Westwood is an urban-suburban neighborhood of Cincinnati, Ohio. It is located north of Price Hill, west of Fairmount, and southwest of Mount Airy.

Demographics
Westwood is Cincinnati's largest neighborhood. The population was 36,064 as of the 2020 Census.

History
Westwood was incorporated as a village on 14 September 1868. It was annexed by the City of Cincinnati on 8 May 1896.

In the late 19th and early 20th centuries, Westwood's rural environment attracted many wealthy individuals, such as Procter & Gamble co-founder James Gamble. The neighborhood declined economically following World War II as poorer individuals moved into Westwood and many wealthy whites moved to Cincinnati's outer suburbs. 

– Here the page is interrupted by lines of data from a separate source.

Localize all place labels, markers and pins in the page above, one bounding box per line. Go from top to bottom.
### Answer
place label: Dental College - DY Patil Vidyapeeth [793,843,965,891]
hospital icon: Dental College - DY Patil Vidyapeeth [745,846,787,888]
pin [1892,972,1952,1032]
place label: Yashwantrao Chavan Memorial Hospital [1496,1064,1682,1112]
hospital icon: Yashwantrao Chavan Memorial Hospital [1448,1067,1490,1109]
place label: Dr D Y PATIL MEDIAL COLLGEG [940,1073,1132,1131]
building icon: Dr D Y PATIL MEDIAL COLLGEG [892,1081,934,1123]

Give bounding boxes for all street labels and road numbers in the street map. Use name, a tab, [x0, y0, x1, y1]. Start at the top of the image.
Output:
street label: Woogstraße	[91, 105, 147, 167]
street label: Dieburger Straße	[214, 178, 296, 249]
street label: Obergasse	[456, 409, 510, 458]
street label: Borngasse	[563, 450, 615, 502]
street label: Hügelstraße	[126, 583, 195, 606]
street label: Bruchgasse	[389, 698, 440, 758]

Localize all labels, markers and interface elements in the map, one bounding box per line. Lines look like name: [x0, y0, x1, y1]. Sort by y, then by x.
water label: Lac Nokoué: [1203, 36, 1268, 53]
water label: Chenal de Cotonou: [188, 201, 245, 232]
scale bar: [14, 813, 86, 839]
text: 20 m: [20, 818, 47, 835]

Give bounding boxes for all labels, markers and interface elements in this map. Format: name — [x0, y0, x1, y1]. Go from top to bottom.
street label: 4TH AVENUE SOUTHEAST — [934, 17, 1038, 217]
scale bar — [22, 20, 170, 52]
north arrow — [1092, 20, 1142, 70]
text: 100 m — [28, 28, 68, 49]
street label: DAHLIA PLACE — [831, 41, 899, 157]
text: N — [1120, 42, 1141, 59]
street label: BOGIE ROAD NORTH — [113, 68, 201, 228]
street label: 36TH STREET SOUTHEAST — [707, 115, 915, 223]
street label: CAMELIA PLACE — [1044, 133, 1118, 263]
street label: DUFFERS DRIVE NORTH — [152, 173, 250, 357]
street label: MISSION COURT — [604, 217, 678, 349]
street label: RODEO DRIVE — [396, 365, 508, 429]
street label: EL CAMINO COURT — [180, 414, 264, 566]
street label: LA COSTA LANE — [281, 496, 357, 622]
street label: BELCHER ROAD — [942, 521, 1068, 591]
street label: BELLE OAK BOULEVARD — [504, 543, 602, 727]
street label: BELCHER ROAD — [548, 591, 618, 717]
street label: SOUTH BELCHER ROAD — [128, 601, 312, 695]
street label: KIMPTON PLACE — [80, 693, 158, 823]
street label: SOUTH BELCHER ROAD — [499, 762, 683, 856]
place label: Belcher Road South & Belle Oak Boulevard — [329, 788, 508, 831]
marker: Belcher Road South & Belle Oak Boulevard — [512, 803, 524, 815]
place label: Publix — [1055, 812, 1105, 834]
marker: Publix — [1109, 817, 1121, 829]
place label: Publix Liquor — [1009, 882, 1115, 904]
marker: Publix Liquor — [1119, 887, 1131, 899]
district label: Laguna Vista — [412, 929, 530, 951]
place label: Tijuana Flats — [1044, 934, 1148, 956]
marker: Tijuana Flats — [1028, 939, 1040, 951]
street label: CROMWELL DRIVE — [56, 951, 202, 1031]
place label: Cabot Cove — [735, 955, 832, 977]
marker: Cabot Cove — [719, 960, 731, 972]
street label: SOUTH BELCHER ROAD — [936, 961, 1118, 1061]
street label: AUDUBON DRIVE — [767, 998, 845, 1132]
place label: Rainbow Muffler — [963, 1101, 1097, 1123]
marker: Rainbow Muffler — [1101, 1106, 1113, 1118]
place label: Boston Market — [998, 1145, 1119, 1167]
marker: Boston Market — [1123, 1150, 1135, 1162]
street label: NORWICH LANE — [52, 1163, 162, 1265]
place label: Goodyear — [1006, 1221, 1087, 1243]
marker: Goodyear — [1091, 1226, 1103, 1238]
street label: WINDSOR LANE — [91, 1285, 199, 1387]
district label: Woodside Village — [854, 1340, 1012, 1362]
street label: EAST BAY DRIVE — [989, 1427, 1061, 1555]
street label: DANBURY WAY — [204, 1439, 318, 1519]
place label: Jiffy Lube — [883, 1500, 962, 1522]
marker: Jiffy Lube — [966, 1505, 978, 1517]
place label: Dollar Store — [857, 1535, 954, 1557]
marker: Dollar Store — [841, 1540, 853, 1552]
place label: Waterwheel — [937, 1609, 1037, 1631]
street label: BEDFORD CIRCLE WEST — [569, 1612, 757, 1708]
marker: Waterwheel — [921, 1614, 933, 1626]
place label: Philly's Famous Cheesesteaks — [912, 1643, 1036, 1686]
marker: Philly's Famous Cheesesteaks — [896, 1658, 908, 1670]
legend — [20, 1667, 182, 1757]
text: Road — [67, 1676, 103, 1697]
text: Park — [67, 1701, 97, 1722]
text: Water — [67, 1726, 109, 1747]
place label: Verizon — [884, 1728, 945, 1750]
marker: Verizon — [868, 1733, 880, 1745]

On December 15, 2021, the Cincinnati City Council approved a proposal to create a "designated outdoor refreshment area" (DORA), an area in which outdoor possession of open alcohol containers is legal, in Westwood. If implemented, the Westwood DORA will be the city's second such area out of a legal maximum of four.

Geography and architecture

Westwood's main thoroughfares (specifically Harrison Avenue and Boudinot Avenue) feature many uniquely large and decorative houses, while surrounding streets include a mixture of apartment homes and housing, as constructed by the large number of German immigrants who settled in the Cincinnati vicinity.  The area's growth continued steadily for many decades, becoming a residential haven for many of Cincinnati's blue-collar workers, and leading to additional development in the surrounding neighborhoods. Adjacent to Westwood is the city of Cheviot, Ohio another one of the oldest suburban communities in Hamilton County. Even longtime residents have a difficult time determining where Cheviot ends and Westwood begins, or vice versa.

Mount Airy Forest, adjacent immediately to the north, is Cincinnati's largest park (and forest), and is one of the largest municipal parks in the United States, encompassing approximately  of semi-thickly wooden hillside and parklike hilltop land. Bracken Woods is an urban park in Westwood containing a nature preserve.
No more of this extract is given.